Assigned task → Would you repeat the whole listing exactly, pictures excluded?

Raw data →
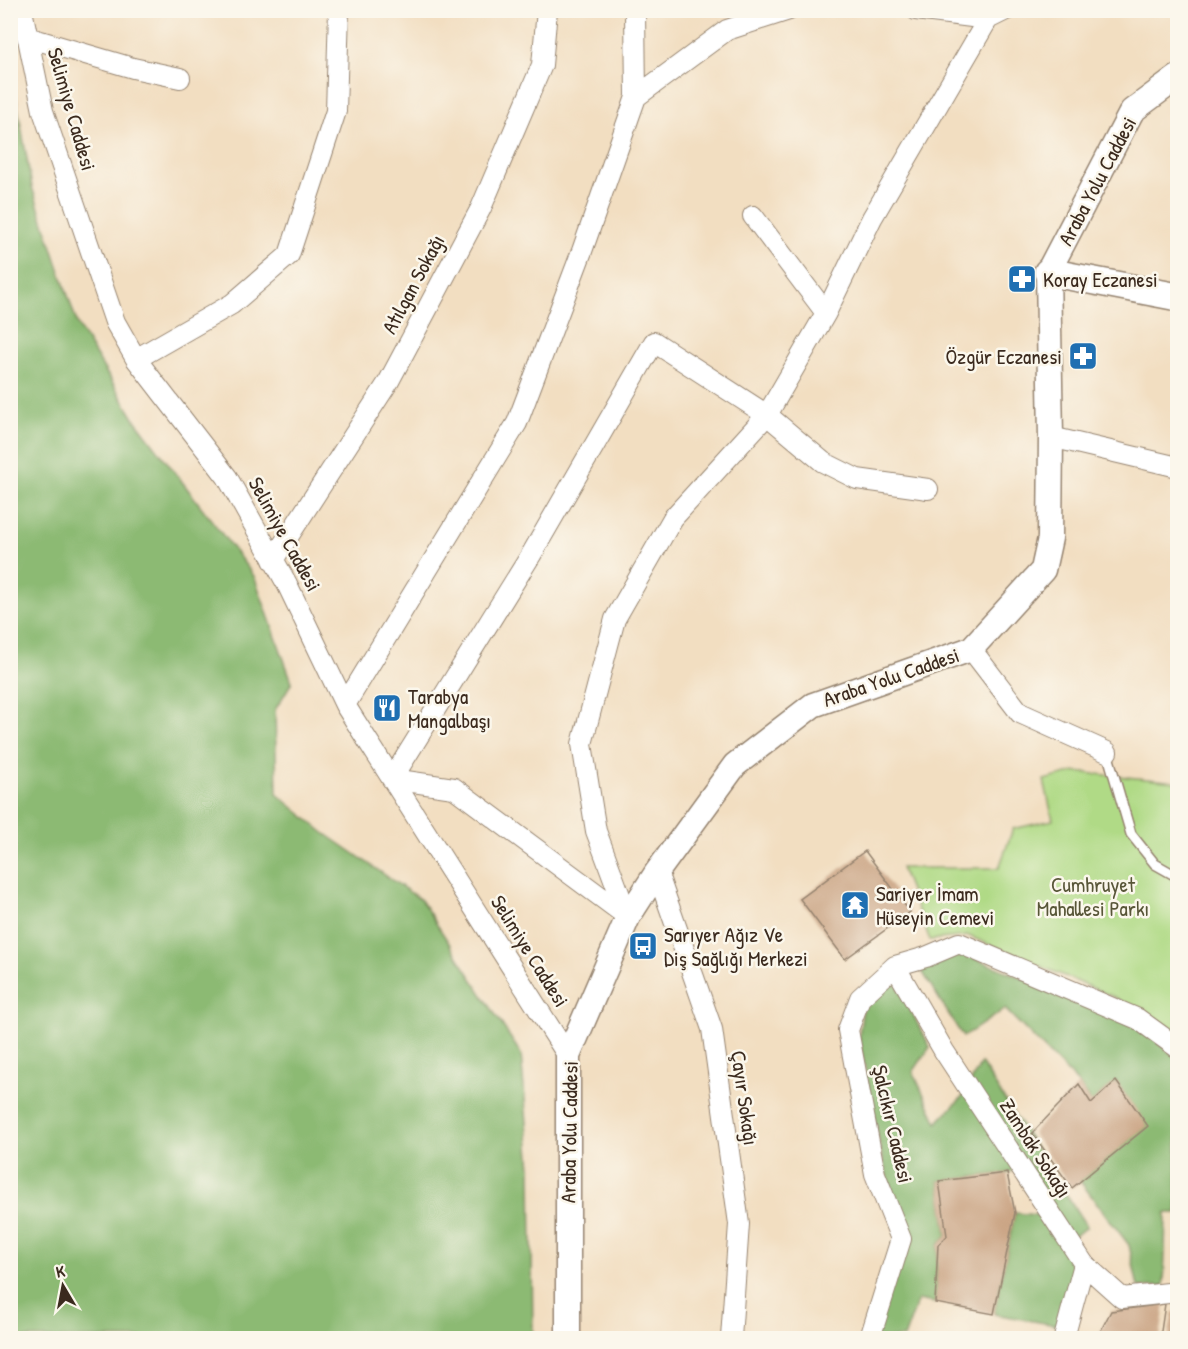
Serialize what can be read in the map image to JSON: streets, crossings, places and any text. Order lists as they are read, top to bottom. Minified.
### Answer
{"streets":{"street":["Selimiye Caddesi","Araba Yolu Caddesi","Atılgan Sokağı","Çayır Sokağı","Şalcıkır Caddesi","Zambak Sokağı"]},"crossings":[["Selimiye Caddesi","Araba Yolu Caddesi"],["Selimiye Caddesi","Atılgan Sokağı"],["Araba Yolu Caddesi","Çayır Sokağı"],["Şalcıkır Caddesi","Zambak Sokağı"]],"parks":["Cumhruyet Mahallesi Parkı"],"places":{"pharmacy":["Koray Eczanesi","Özgür Eczanesi"],"restaurant":["Tarabya Mangalbaşı"],"temple":["Sariyer İmam Hüseyin Cemevi"],"bus stop":["Sarıyer Ağız Ve Diş Sağlığı Merkezi"]},"north":"top"}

Exercise solution →
Serialize what can be read in the map image to JSON: streets, crossings, places and any text. Order lists as they are read, top to bottom. Minified.
### Answer
{"streets":{"street":["Selimiye Caddesi","Araba Yolu Caddesi","Atılgan Sokağı","Çayır Sokağı","Şalcıkır Caddesi","Zambak Sokağı"]},"crossings":[["Selimiye Caddesi","Araba Yolu Caddesi"],["Selimiye Caddesi","Atılgan Sokağı"],["Araba Yolu Caddesi","Çayır Sokağı"],["Şalcıkır Caddesi","Zambak Sokağı"]],"parks":["Cumhruyet Mahallesi Parkı"],"places":{"pharmacy":["Koray Eczanesi","Özgür Eczanesi"],"restaurant":["Tarabya Mangalbaşı"],"temple":["Sariyer İmam Hüseyin Cemevi"],"bus stop":["Sarıyer Ağız Ve Diş Sağlığı Merkezi"]},"north":"top"}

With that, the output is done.